### DATA SECTION
==*==

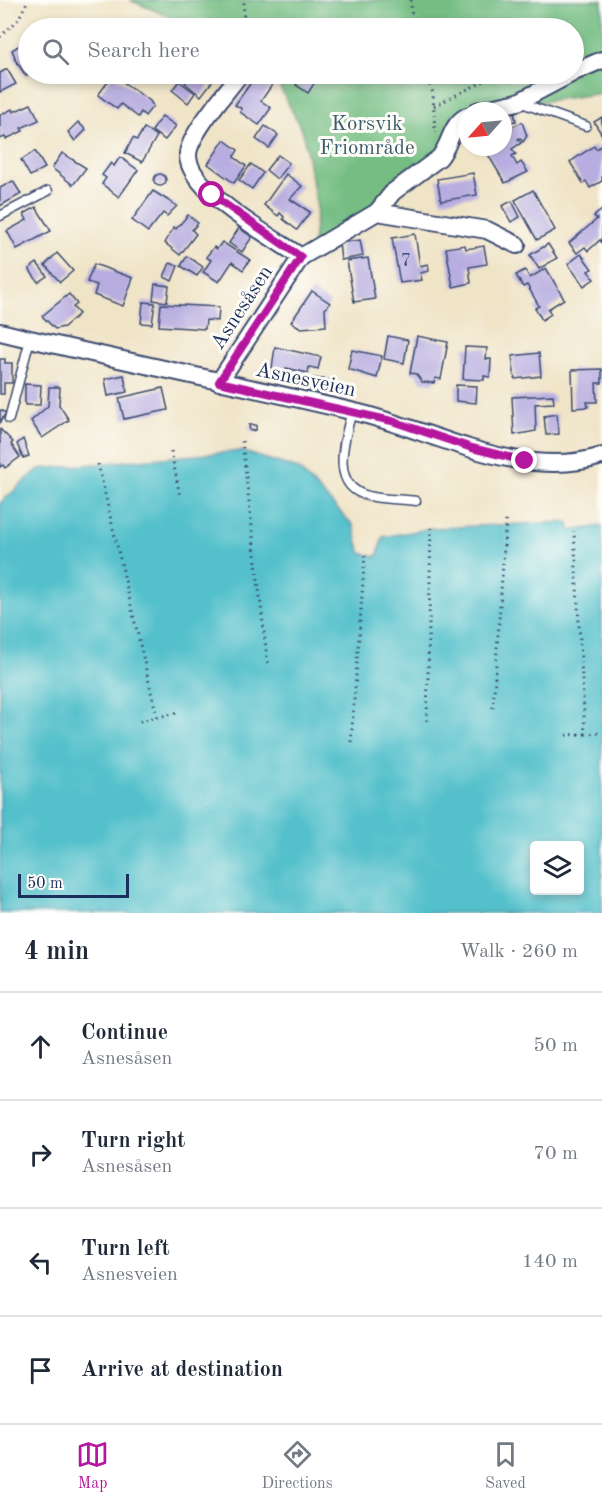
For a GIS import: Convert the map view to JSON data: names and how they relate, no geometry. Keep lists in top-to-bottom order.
{
  "streets": {
    "street": ["Asnesåsen", "Asnesveien"]
  },
  "crossings": [
    ["Asnesåsen", "Asnesveien"]
  ],
  "parks": ["Korsvik Friområde"],
  "house_numbers": ["7"],
  "scale_bar": "50 m",
  "north": "bottom left",
  "page": {
    "search": "Search here",
    "scale": "50 m",
    "heading": ["4 min", "Walk · 260 m"],
    "list": [
      ["Continue", "Asnesåsen", "50 m"],
      ["Turn right", "Asnesåsen", "70 m"],
      ["Turn left", "Asnesveien", "140 m"],
      "Arrive at destination"
    ],
    "nav": ["Map", "Directions", "Saved"]
  }
}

==*==

### AIM OF THE TASK
When you copy the entries, keep every word exactly as it stands and drop any pictures.

### RESPONSE BOX
For a GIS import: Convert the map view to JSON data: names and how they relate, no geometry. Keep lists in top-to-bottom order.
{
  "streets": {
    "street": ["Asnesåsen", "Asnesveien"]
  },
  "crossings": [
    ["Asnesåsen", "Asnesveien"]
  ],
  "parks": ["Korsvik Friområde"],
  "house_numbers": ["7"],
  "scale_bar": "50 m",
  "north": "bottom left",
  "page": {
    "search": "Search here",
    "scale": "50 m",
    "heading": ["4 min", "Walk · 260 m"],
    "list": [
      ["Continue", "Asnesåsen", "50 m"],
      ["Turn right", "Asnesåsen", "70 m"],
      ["Turn left", "Asnesveien", "140 m"],
      "Arrive at destination"
    ],
    "nav": ["Map", "Directions", "Saved"]
  }
}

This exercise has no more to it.